J’écris ces lignes, assise sur le banc du cimetière. Lucy va beaucoup mieux aujourd’hui. La nuit dernière, elle ne s’est pas réveillée une seule fois. Encore qu’elle soit très pâle et paraisse bien faible, ses joues reprennent cependant un peu de couleur. Si elle était anémique, cette pâleur pourrait se comprendre, mais il n’en est rien. Elle est d’humeur joyeuse – très gaie vraiment. Elle est enfin sortie de son silence morbide, et elle vient de me rappeler – comme si j’avais eu besoin qu’on me la rappelât ! – cette nuit horrible, et que c’était ici, sur ce banc même, que je l’avais trouvée endormie. Tout en parlant, elle frappait gaiement du talon la pierre tombale.

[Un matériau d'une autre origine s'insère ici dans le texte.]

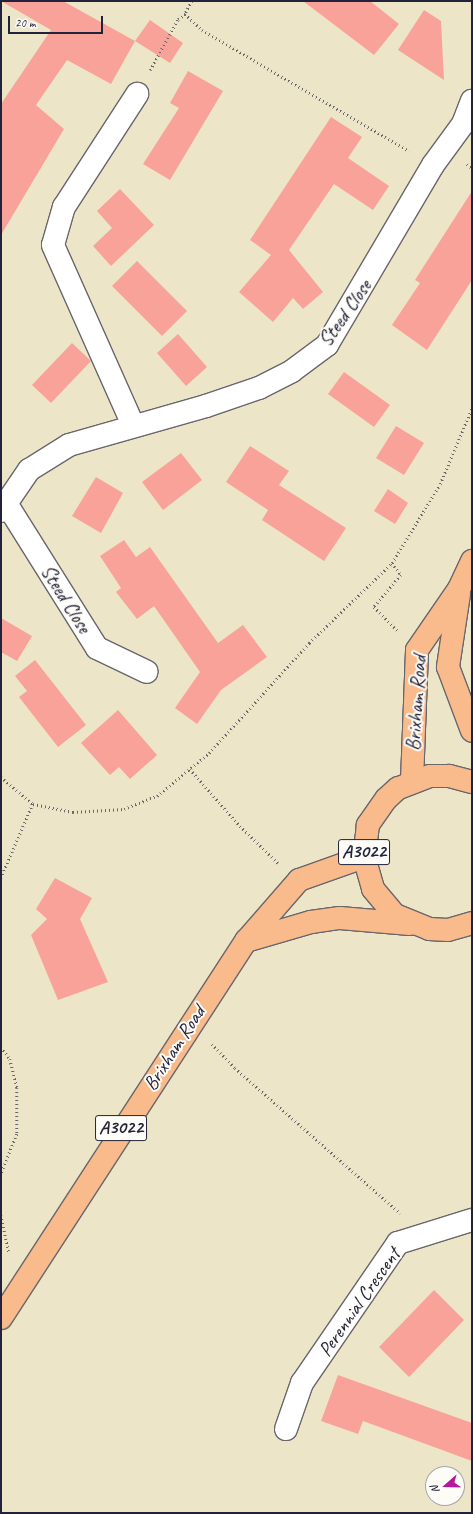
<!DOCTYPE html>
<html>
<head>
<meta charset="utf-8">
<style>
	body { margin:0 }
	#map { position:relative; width:473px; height:1514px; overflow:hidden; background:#ede5c8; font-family:Caveat,sans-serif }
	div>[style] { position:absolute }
	.building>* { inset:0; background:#f9a29a }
	.path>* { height:2.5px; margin-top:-1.25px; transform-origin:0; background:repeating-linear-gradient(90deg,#69666c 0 1px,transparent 0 4px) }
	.roads { filter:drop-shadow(1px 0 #69666c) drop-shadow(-1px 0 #69666c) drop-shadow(0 1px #69666c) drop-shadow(0 -1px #69666c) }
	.street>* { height:22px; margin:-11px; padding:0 11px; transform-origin:11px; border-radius:11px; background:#fff }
	.primary>* { height:22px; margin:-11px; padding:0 11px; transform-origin:11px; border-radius:11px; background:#fabb8c }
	span { translate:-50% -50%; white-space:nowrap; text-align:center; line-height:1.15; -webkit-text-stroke:4px #fdfcf7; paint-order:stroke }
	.shield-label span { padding:1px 3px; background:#fdfcf7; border:1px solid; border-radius:3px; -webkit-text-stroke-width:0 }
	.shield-label { font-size:19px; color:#22223b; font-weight:700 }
	.street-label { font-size:20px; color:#22223b }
	.frame { position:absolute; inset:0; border:2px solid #22223b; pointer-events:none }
	.north { position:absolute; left:425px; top:1466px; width:40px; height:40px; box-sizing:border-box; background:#fdfcf7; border:1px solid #a5a5ac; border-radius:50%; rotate:250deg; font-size:11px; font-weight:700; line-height:16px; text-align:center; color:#22223b }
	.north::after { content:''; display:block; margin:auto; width:14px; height:18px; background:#b5179e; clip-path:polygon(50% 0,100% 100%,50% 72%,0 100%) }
	.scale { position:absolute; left:8px; top:16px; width:95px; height:18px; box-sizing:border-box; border:2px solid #22223b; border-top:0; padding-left:5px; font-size:12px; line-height:14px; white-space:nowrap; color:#22223b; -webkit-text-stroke:3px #fdfcf7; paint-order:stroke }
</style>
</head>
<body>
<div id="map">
	<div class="building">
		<i style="clip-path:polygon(1px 1px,63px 1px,135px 41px,111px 84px,67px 60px,36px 105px,64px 129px,1px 235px,1px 104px,51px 30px)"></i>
		<i style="clip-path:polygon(303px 1px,370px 1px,399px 24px,374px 55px)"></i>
		<i style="clip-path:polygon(424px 10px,441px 21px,444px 80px,398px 50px)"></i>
		<i style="clip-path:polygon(150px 20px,183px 43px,170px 63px,135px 41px)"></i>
		<i style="clip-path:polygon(188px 71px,223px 91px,170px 180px,143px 164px,179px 108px,170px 103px)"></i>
		<i style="clip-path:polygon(331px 117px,362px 137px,348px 158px,389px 186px,373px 210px,334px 184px,289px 250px,323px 292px,303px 309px,293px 298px,273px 322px,239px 292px,271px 255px,250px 240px)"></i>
		<i style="clip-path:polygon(120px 189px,154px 225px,111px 266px,93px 246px,112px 228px,97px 211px)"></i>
		<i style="clip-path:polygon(472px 191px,472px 280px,427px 350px,392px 325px,420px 283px,415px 280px)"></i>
		<i style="clip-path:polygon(137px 261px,187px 311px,162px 336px,112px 286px)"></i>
		<i style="clip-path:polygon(178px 334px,207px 367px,186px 386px,157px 353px)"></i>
		<i style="clip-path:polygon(72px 343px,91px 361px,51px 403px,32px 385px)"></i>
		<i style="clip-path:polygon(344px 372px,390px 405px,374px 427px,328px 394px)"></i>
		<i style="clip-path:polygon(396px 426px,424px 443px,404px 475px,376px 458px)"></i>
		<i style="clip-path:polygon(250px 446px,289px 471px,279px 485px,346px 528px,324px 561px,262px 520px,268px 510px,226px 482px)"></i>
		<i style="clip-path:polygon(181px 453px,202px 480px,163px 510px,142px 482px)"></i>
		<i style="clip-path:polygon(96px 477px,123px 493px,101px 533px,72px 516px)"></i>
		<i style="clip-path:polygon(388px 489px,408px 503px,395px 524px,374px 511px)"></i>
		<i style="clip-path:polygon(124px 540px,136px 557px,150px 547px,218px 643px,243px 625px,267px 657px,221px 690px,197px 724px,175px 708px,200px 672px,154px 606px,137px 619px,116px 592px,121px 588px,100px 556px)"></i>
		<i style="clip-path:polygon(1px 618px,32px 636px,17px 661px,1px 652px)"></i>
		<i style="clip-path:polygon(35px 660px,86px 725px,58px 747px,19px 697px,27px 691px,15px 676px)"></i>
		<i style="clip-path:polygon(118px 710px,157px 755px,130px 779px,119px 767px,110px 775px,81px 743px)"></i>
		<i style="clip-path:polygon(55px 878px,92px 898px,80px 919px,108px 982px,58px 1000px,31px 935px,47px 919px,36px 909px)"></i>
		<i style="clip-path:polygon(434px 1290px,464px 1320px,409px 1377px,379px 1347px)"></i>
		<i style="clip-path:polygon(338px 1375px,472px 1423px,472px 1461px,363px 1421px,358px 1434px,321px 1421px)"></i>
	</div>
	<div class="path">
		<i style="left:192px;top:1px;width:15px;rotate:118deg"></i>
		<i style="left:185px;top:14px;width:23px;rotate:43deg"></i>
		<i style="left:202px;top:30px;width:240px;rotate:30.3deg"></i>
		<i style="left:150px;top:70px;width:58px;rotate:-61.2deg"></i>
		<i style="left:178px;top:19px;width:9px;rotate:-36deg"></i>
		<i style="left:467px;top:164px;width:6px;rotate:39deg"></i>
		<i style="left:392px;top:563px;width:15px;rotate:53deg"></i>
		<i style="left:401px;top:575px;width:42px;rotate:130.2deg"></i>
		<i style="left:374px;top:607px;width:33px;rotate:45deg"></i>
		<i style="left:190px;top:769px;width:76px;rotate:48.7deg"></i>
		<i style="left:240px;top:826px;width:53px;rotate:44.2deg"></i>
		<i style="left:1px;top:777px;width:42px;rotate:40.2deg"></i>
		<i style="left:33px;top:804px;width:81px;rotate:113.4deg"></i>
		<i style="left:33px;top:804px;width:41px;rotate:11.3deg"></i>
		<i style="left:73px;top:812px;width:51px;rotate:-3.4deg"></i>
		<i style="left:124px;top:809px;width:35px;rotate:-22deg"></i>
		<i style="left:157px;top:796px;width:67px;rotate:-39.6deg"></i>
		<i style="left:209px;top:753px;width:149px;rotate:-47.7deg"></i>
		<i style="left:309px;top:643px;width:115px;rotate:-43.9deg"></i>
		<i style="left:392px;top:563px;width:92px;rotate:-58.7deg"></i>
		<i style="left:440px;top:484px;width:82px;rotate:-67.2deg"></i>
		<i style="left:212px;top:1044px;width:33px;rotate:46deg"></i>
		<i style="left:235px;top:1068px;width:220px;rotate:41.3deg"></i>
		<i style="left:1px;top:1047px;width:15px;rotate:53deg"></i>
		<i style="left:10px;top:1059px;width:30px;rotate:76deg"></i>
		<i style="left:17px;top:1088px;width:46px;rotate:90deg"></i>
		<i style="left:17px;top:1134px;width:43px;rotate:111.8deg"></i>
		<i style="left:1px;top:1215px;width:39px;rotate:78deg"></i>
	</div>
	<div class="roads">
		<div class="street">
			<i style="left:133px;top:425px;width:197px;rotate:-114deg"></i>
			<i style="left:53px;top:245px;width:40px;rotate:-74deg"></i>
			<i style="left:64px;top:207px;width:135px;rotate:-57.1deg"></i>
			<i style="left:6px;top:503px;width:171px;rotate:57.9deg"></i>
			<i style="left:97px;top:648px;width:55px;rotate:25.6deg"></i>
			<i style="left:1px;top:511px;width:50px;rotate:-55.7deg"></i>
			<i style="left:29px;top:470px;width:47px;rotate:-32deg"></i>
			<i style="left:69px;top:445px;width:142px;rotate:-15.9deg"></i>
			<i style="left:206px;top:406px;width:56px;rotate:-18.8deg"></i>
			<i style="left:259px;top:388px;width:37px;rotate:-27deg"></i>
			<i style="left:292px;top:371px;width:44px;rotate:-36.6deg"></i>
			<i style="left:327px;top:345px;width:209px;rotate:-59.5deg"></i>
			<i style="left:433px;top:165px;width:51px;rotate:-53.8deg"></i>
			<i style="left:463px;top:124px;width:25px;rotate:-69deg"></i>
			<i style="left:286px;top:1429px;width:49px;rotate:-70.8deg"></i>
			<i style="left:302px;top:1383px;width:170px;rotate:-55.6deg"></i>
			<i style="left:398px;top:1243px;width:77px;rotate:-17.3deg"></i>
		</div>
		<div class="primary">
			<i style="left:459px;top:594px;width:74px;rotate:98.6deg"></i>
			<i style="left:448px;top:667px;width:68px;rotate:69.4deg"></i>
			<i style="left:412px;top:781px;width:131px;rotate:-87.8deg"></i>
			<i style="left:417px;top:650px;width:74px;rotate:-55.5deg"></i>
			<i style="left:459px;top:589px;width:31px;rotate:-65deg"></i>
			<i style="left:472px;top:782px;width:24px;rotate:-165deg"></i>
			<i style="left:449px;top:776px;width:19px;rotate:180deg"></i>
			<i style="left:430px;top:776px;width:34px;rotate:159deg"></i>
			<i style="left:398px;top:788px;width:16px;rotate:137deg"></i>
			<i style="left:386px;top:799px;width:32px;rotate:125deg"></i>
			<i style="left:368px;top:825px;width:32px;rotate:97deg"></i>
			<i style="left:364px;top:857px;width:33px;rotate:74deg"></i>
			<i style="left:373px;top:889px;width:34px;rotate:50deg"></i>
			<i style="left:395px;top:915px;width:37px;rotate:22deg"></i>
			<i style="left:429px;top:929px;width:19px;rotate:3deg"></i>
			<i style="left:448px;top:930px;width:25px;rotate:-16deg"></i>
			<i style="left:246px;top:941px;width:68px;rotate:-16.3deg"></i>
			<i style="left:311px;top:922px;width:29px;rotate:-8deg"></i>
			<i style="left:340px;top:918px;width:70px;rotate:4.9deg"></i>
			<i style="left:1px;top:1318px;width:450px;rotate:-57deg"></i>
			<i style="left:246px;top:941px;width:81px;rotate:-49deg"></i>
			<i style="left:299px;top:880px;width:69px;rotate:-19.5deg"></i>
		</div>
	</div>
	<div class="shield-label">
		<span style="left:364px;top:852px">A3022</span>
		<span style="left:121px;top:1128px">A3022</span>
	</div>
	<div class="street-label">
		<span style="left:345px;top:313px;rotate:-55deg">Steed Close</span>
		<span style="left:66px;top:599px;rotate:58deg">Steed Close</span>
		<span style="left:416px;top:703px;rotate:-86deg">Brixham Road</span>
		<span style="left:174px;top:1048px;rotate:-57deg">Brixham Road</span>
		<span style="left:359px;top:1302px;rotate:-55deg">Perennial Crescent</span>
	</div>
	<div class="frame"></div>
	<div class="north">N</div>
	<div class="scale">20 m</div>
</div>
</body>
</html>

Mes pauvres petits pieds ne faisaient pas beaucoup de bruit, cette nuit-là ! J’imagine que le pauvre Mr Swales aurait dit que c’était parce que je ne voulais pas réveiller Georgie !

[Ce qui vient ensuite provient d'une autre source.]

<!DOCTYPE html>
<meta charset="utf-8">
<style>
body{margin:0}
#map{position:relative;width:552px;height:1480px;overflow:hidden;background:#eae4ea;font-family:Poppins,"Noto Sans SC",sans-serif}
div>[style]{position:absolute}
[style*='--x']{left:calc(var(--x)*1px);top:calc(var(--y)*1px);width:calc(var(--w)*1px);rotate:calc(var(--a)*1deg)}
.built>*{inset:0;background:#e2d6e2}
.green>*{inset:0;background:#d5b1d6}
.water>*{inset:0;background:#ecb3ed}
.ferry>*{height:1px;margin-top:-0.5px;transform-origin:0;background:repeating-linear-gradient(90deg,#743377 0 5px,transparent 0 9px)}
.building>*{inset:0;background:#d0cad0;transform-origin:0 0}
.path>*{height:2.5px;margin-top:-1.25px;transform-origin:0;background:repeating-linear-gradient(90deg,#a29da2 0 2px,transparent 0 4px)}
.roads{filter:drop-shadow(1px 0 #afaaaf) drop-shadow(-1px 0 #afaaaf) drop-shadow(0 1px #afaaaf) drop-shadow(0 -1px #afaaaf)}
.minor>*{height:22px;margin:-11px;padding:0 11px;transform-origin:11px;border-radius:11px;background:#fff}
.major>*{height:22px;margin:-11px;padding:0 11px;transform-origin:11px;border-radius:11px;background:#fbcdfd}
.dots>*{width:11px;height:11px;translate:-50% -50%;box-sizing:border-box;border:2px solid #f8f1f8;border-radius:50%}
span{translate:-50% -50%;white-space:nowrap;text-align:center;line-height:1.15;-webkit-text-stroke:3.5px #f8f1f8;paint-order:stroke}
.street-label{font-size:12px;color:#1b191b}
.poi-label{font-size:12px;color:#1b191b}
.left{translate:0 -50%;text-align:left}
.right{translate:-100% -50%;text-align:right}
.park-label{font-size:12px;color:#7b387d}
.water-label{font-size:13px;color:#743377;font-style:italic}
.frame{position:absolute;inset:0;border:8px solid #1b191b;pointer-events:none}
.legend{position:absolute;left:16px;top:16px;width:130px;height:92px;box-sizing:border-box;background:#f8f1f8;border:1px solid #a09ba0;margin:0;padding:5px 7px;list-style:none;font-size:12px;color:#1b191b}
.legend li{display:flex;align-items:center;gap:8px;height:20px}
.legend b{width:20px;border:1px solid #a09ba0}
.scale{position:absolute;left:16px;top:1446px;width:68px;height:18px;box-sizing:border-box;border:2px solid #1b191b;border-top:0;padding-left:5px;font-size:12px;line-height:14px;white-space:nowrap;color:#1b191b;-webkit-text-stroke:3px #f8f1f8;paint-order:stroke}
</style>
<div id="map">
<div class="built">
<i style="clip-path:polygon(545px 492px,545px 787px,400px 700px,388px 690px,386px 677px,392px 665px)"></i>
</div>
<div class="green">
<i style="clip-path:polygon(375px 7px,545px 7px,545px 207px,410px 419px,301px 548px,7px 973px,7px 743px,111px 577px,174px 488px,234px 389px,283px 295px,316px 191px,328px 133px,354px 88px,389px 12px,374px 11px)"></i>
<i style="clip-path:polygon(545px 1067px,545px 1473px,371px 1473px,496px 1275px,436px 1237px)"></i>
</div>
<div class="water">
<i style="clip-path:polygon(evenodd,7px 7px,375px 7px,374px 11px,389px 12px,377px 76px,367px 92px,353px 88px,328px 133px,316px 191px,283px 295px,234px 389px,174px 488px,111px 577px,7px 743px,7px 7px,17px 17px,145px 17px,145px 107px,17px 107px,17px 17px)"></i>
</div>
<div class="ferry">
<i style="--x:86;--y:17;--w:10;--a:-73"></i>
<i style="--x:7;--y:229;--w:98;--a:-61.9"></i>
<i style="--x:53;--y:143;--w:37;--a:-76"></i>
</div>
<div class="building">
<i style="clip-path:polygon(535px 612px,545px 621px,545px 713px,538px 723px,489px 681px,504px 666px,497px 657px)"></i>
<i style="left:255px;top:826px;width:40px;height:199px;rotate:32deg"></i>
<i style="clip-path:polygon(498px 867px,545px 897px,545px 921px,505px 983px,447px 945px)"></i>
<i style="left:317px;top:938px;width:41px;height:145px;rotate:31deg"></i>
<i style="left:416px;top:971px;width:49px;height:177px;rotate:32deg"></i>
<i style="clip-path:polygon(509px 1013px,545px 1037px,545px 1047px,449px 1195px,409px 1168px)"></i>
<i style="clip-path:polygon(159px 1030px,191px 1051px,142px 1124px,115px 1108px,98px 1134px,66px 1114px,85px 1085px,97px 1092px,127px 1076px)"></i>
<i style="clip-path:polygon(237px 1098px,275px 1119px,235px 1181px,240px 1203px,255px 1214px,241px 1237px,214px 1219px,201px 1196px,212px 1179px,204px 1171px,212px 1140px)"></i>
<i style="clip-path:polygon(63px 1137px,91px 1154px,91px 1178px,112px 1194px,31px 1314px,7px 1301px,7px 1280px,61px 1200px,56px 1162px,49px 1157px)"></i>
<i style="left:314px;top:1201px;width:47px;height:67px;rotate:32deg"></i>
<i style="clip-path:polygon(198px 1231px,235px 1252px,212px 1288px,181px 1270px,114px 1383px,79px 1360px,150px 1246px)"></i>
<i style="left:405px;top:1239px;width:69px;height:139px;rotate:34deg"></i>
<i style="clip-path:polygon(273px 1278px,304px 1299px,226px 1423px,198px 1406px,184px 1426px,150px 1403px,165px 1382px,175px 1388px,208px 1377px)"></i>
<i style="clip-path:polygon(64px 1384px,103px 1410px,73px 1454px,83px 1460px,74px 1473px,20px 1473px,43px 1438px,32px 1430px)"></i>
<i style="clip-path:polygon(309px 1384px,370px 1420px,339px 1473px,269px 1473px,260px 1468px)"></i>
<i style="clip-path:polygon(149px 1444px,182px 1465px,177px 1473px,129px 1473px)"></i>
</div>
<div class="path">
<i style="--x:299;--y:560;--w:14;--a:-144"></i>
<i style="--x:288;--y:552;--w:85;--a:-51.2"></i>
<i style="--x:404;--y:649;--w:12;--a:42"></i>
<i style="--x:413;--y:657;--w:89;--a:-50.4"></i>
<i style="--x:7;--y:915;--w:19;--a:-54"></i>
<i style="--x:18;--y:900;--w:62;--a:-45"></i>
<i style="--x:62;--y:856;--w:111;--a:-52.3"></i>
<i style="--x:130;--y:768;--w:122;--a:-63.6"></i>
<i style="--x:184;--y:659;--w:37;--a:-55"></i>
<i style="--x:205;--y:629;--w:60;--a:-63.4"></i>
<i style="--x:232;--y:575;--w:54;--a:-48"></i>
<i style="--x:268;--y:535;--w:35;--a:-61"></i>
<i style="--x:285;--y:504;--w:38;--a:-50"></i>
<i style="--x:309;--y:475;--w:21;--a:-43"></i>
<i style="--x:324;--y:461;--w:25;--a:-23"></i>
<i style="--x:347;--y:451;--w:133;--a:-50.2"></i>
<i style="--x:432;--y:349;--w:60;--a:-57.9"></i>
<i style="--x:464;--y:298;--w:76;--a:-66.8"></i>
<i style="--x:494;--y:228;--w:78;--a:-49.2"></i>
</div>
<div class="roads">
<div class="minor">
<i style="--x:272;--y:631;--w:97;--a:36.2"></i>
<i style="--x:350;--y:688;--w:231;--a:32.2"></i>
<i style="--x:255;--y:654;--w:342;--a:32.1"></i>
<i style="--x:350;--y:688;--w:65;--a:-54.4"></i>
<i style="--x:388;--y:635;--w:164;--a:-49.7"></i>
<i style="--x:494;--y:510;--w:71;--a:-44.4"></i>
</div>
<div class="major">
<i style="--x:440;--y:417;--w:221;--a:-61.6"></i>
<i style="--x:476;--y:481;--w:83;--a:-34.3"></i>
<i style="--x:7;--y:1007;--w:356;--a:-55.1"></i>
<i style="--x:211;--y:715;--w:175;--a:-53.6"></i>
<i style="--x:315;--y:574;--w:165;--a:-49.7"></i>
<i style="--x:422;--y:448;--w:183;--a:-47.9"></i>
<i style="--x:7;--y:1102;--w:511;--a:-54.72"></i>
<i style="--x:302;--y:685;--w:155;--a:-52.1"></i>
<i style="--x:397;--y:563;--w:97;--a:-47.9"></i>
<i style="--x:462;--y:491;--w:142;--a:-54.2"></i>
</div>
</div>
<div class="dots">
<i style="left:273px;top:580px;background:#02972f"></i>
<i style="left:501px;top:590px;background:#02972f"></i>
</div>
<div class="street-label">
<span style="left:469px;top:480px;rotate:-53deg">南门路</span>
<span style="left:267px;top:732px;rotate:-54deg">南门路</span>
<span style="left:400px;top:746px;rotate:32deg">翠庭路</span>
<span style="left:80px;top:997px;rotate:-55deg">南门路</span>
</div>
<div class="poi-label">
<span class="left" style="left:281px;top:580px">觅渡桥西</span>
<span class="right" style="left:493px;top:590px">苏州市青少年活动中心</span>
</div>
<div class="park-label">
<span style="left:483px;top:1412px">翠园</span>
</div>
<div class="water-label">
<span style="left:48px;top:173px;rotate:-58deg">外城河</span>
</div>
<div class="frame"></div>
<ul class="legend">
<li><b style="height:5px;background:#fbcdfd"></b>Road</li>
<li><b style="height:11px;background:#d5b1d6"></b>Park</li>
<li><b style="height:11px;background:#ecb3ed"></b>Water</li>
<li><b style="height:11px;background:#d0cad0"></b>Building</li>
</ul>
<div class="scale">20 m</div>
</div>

La voyant dans de telles dispositions, je lui demandai si, cette fameuse nuit, elle avait rêvé. Avant de me répondre, elle fit un moment ces mimes charmantes que son Arthur aime tant, paraît-il ; au vrai, je ne m’en étonne pas. Puis, elle reprit, un peu comme dans un rêve, essayant, eût-on dit, de se souvenir elle-même de ce qui s’était passé :
– Non, je n’ai pas rêvé… Tout me semblait réel. Mais je désirais être ici, à cet endroit, sans savoir pourquoi… J’avais peur de quelque chose… Je ne sais pas de quoi… Je me souviens très bien, et pourtant, sans doute, étais-je endormie, d’être passée dans les rues, d’avoir traversé le pont ; à ce moment-là, un poisson sauta au-dessus de l’eau et je me penchai par-dessus le parapet pour le regarder ; puis, comme je commençais à monter les escaliers, des chiens se mirent à hurler, on eût dit que la ville était peuplée de chiens qui hurlaient tous à la fois. Ensuite, j’ai le vague souvenir de quelque chose de long et de sombre, avec des yeux flamboyants, juste comme nous l’avons vu l’autre soir dans le soleil couchant, tandis que j’avais l’impression d’être entourée de douceur et d’amertume tout ensemble. Ensuite… Ce fut comme si je m’enfonçais dans une eau verte et profonde ; un bourdonnement remplissait mes oreilles, comme il se fait, dit-on, chez ceux qui se noient. Alors, il me sembla ne plus exister… Mon âme s’envolait de mon corps, flottait dans les airs… Je crois me souvenir que le phare ouest se trouvait juste en dessous de moi, puis j’ai eu une sensation de douleur, comme si je me trouvais au milieu d’un tremblement de terre, et enfin je suis revenue à moi. Tu étais en train de me secouer ; j’ai vu tes gestes avant de les sentir.
Elle se mit à rire ce qui, je l’avoue, me parut étrange, inquiétant ; je l’écoutais rire en retenant mon souffle. La voir ainsi me faisait mal ; je jugeai qu’il valait mieux qu’elle ne pensât plus à cette aventure. J’amenai donc la conversation sur un autre sujet et, tout de suite, elle redevint elle-même. Lorsque nous rentrâmes à l’hôtel, la brise l’avait ravigotée, et ses joues pâles étaient réellement plus roses. Sa mère se réjouit de la voir ainsi, et toutes les trois, nous passâmes une très bonne soirée.